Sacó el manuscrito encuadernado y se lo tendió. Los dedos de Benivieni recorrieron lentamente las letras de oro.

—Me lo enseñó por primera y única vez en el Palazzo de’Rossi, cuando aún estaba viva la esperanza. Su vida y su muerte.

—Juré por mí y por mis descendientes que lo conservaría, pero el viaje que debo afrontar es peligroso, como mi destino.

—Lo protegeré con mi vida, Ferruccio, y te lo devolveré cuando vuelvas. Y si muero antes de que tú regreses, me lo llevaré conmigo. A los poetas se les concede poco en vida, pero al morir pueden llevarse consigo sus obras, que, en realidad, tampoco leería nadie. Estará con ellas. He comprado un espacio en San Marco y tengo buenos tratos con los custodios dominicos. Lo encontrarás en el lugar donde verás un mensaje que solo tú y yo reconoceremos.

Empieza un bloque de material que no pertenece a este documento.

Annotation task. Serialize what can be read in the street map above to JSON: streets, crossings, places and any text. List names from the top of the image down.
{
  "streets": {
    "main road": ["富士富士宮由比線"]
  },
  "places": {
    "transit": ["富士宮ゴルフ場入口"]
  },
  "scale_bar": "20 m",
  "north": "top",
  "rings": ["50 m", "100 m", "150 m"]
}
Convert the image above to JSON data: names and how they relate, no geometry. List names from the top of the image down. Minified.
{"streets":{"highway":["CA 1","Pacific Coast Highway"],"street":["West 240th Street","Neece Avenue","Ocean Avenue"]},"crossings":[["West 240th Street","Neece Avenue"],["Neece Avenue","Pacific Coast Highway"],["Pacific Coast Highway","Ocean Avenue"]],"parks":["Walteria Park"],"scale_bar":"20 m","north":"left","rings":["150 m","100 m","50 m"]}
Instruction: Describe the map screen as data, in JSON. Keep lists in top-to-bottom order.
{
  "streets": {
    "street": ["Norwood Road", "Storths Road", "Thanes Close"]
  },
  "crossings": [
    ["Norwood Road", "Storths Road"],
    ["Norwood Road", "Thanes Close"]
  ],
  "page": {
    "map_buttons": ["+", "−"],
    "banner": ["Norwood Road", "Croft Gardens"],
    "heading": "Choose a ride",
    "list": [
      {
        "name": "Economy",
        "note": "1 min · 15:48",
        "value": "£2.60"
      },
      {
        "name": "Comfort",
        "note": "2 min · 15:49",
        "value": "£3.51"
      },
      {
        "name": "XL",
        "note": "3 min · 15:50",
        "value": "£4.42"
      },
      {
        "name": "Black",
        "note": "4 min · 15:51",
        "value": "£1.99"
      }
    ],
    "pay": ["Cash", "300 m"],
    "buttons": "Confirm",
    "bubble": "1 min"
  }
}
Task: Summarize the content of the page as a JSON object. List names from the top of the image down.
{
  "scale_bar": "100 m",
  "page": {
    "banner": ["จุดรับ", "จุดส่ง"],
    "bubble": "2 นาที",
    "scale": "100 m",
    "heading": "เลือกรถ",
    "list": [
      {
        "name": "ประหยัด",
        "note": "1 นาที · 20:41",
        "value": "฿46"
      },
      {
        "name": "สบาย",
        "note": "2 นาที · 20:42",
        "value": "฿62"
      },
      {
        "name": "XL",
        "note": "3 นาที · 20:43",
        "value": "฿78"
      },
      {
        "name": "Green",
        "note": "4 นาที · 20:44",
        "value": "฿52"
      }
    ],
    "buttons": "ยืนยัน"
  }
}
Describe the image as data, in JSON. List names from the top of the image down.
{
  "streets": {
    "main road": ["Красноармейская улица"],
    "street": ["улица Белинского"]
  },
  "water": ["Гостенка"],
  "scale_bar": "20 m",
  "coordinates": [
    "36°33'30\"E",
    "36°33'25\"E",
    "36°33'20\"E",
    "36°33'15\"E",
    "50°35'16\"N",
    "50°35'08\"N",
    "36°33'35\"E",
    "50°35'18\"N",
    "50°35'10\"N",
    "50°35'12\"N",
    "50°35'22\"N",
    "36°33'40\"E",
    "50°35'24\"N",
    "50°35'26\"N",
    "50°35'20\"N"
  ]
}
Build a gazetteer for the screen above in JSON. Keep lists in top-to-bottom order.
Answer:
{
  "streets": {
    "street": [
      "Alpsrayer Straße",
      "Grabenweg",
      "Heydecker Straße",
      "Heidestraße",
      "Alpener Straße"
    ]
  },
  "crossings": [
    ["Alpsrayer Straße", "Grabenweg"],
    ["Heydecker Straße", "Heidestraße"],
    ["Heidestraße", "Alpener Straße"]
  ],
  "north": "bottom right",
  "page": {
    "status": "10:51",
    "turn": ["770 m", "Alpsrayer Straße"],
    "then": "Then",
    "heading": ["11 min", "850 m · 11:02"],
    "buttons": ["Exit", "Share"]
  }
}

—Está bien. Nadie debe saberlo.

—Usaremos la esfera de fuego que apareció cuando nació, el Sol. En el segundo canto del Purgatorio, Alighieri cita el viaje del Sol, y dice que en España, al oeste, es mediodía cuando en el Ganges, en sus antípodas, es medianoche. Encuentra la frase que contiene el Tajo, el Ganges y las antípodas. Si no me encontraras a mí, encontrarás sus Tesis.

Ya estaba todo. Mientras se dirigía al convento, Ferruccio vio lo que se estaba preparando. Cabezas cortadas sobre lanzas, cuerpos colgados de improvisados patíbulos, monjas tiradas por la calle, con la túnica aún levantada tras ser víctimas de una brutal violencia. Los perros estaban a punto de sacar al lobo de su madriguera. Era hora de irse.